Posted 2 years ago

Care, Interrupted

Since the beginning of 2020 and the genesis of the COVID-19 pandemic, there has been much concern about the effects of care disruptions and interruptions. Especially during the early phases of the pandemic, studies showed reductions in outpatient visits and increases in delays or deferrals of treatment.1

The pandemic has been an unprecedented event for modern hematologists but is just one example of the kinds of care interruptions that people with hematologic conditions might experience. ASH Clinical News spoke with clinicians about the realities of two types of care interruption – the transition of patients with sickle cell disease (SCD) from pediatric to adult care and transitioning the care of older adults who spend half the year in one state and the other half in another – and how best to deal with them, as well as how to empower patients to participate in their own care transitions.

Caring for Part-Time Residents

For Azam Farooqui, MD, of Ironwood Cancer & Research Centers in Chandler, Arizona, the biggest cause of care interruptions for his patients involves climate and lifestyle.
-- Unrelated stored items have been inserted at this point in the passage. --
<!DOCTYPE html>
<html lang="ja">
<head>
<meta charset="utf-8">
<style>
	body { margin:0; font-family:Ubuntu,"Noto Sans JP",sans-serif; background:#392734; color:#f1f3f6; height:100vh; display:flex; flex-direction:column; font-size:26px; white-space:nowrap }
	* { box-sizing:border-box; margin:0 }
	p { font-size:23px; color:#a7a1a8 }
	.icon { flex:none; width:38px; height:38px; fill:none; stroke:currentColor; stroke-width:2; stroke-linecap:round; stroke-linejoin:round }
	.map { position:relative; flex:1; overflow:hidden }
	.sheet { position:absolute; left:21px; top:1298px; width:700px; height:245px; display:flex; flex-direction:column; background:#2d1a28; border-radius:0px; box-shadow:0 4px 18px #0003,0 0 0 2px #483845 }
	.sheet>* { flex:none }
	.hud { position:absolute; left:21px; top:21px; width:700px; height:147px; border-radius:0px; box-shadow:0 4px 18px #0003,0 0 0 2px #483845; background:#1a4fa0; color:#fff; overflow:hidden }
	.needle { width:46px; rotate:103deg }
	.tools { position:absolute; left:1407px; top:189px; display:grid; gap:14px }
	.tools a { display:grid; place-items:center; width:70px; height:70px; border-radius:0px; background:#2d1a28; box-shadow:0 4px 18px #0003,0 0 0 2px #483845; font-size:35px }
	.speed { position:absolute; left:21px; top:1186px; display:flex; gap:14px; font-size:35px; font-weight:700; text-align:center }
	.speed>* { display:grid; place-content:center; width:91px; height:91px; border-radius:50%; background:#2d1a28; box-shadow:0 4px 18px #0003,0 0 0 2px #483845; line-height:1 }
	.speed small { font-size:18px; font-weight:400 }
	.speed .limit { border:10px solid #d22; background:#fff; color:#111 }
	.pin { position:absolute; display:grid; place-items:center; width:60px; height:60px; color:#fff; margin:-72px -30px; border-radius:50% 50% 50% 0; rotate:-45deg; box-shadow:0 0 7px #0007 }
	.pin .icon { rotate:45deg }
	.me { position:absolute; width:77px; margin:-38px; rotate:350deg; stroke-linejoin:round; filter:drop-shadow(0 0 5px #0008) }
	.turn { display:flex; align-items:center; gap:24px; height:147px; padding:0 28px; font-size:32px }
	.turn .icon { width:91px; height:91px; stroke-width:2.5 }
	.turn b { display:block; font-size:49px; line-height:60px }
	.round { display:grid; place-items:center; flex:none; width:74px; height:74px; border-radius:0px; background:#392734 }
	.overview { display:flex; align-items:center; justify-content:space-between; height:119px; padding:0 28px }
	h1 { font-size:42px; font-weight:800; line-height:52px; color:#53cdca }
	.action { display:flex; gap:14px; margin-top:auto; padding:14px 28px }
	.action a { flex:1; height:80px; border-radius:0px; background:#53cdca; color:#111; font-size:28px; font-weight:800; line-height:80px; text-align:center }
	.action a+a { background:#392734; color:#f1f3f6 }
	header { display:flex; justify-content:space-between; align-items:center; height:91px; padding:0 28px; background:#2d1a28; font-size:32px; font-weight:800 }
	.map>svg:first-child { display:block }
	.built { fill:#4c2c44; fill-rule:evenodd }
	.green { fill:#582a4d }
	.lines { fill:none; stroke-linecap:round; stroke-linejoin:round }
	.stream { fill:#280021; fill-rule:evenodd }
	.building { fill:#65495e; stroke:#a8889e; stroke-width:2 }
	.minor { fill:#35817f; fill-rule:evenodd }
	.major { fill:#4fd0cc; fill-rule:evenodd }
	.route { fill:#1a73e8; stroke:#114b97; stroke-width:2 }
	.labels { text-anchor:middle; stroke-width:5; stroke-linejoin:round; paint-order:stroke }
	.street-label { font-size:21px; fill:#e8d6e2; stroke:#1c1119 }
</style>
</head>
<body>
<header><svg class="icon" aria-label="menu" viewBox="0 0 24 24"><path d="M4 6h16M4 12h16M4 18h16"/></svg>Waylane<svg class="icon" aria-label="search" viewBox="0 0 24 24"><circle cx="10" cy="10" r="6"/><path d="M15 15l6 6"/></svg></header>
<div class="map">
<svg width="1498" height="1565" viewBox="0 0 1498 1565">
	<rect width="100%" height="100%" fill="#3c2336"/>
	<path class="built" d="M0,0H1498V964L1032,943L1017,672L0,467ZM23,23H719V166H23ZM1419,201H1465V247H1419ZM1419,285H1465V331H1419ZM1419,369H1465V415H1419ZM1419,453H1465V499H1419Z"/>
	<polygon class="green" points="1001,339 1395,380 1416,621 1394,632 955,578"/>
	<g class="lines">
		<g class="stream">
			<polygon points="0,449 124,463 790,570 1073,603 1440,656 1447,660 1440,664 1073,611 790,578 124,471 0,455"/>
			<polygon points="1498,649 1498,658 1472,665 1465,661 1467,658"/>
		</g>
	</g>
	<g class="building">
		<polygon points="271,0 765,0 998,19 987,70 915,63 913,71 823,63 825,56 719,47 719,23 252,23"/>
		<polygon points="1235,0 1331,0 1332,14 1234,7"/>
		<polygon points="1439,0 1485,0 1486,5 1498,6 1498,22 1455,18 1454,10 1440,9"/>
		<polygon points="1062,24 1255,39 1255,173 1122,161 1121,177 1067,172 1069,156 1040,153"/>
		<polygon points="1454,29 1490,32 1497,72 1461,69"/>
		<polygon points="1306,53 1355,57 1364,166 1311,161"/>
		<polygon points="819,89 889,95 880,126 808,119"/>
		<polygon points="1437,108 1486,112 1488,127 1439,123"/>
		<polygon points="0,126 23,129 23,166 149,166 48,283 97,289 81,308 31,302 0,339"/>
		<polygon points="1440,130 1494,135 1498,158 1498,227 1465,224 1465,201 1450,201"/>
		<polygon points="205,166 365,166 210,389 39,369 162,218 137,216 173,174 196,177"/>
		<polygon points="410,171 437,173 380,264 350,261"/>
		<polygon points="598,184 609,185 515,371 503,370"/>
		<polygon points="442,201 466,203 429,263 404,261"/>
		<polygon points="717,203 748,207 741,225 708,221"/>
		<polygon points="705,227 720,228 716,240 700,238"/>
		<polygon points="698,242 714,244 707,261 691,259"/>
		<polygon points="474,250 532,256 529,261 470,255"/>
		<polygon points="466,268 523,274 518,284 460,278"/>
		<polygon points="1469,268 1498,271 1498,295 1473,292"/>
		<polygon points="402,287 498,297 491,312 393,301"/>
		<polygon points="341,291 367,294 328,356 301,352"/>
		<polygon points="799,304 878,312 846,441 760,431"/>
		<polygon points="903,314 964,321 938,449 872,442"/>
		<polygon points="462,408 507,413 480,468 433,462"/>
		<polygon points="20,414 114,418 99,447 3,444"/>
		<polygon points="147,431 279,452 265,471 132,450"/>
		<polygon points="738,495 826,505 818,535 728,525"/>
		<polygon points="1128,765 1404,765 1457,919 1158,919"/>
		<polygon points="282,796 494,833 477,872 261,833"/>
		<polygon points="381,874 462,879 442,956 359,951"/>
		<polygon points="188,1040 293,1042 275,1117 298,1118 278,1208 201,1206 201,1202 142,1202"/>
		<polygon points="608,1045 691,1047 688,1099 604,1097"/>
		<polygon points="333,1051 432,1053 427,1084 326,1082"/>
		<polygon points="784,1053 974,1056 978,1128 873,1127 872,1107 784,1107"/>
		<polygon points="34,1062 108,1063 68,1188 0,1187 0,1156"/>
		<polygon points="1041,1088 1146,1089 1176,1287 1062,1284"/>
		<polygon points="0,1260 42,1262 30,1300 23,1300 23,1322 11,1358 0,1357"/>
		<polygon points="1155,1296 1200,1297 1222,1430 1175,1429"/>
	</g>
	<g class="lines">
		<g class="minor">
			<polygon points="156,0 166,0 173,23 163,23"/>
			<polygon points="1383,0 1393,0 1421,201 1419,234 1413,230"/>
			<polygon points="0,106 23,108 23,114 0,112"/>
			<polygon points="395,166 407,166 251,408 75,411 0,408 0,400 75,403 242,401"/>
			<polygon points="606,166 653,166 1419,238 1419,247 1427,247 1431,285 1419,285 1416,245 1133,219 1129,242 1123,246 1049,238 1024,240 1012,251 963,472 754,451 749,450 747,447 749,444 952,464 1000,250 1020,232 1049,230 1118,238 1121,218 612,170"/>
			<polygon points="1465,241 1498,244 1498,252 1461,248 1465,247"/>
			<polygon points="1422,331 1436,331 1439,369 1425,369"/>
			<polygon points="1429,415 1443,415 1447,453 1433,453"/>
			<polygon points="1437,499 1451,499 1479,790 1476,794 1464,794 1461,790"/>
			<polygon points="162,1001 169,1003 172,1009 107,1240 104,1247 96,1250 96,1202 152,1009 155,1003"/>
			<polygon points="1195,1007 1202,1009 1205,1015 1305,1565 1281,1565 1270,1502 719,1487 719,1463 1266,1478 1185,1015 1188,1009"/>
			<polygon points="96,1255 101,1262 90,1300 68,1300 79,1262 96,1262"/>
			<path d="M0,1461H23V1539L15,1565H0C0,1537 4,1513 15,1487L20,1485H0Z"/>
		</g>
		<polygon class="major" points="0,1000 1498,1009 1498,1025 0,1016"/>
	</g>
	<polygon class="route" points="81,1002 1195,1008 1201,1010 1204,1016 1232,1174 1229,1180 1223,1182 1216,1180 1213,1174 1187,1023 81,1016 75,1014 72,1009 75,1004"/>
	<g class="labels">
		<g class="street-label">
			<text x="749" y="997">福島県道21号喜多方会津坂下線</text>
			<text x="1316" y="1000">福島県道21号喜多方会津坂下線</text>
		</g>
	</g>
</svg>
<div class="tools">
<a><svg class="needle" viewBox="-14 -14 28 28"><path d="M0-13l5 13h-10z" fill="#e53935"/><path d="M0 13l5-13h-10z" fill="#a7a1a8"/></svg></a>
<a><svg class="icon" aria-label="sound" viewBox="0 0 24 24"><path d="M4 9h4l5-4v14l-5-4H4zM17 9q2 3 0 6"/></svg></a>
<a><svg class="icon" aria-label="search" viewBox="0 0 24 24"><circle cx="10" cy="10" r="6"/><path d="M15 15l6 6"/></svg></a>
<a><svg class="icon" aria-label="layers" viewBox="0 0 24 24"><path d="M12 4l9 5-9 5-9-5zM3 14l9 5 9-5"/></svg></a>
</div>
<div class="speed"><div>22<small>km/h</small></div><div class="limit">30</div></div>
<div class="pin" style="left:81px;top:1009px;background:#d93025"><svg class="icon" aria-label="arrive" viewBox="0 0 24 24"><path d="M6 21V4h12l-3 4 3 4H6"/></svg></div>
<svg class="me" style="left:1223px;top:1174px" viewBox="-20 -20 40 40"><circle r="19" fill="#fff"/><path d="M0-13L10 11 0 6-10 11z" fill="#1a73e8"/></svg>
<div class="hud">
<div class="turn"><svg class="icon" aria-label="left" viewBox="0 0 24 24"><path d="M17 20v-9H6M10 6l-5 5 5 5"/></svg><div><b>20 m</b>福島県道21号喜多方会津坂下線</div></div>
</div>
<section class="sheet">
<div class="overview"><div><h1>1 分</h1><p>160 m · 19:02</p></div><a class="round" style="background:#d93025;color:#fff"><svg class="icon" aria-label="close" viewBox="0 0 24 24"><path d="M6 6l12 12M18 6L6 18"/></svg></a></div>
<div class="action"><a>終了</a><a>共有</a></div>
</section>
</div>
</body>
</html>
“Chandler is outside of Phoenix, and locally we have a lot of elderly patients who have a retirement home here where they spend the winter months, and they return back east or north for the summer months,” Dr. Farooqui said. “Patients may do this for the weather, to spend time with family back home, or help with their grandchildren during summer breaks. There are a variety of reasons, but we have a lot of people splitting their year this way.”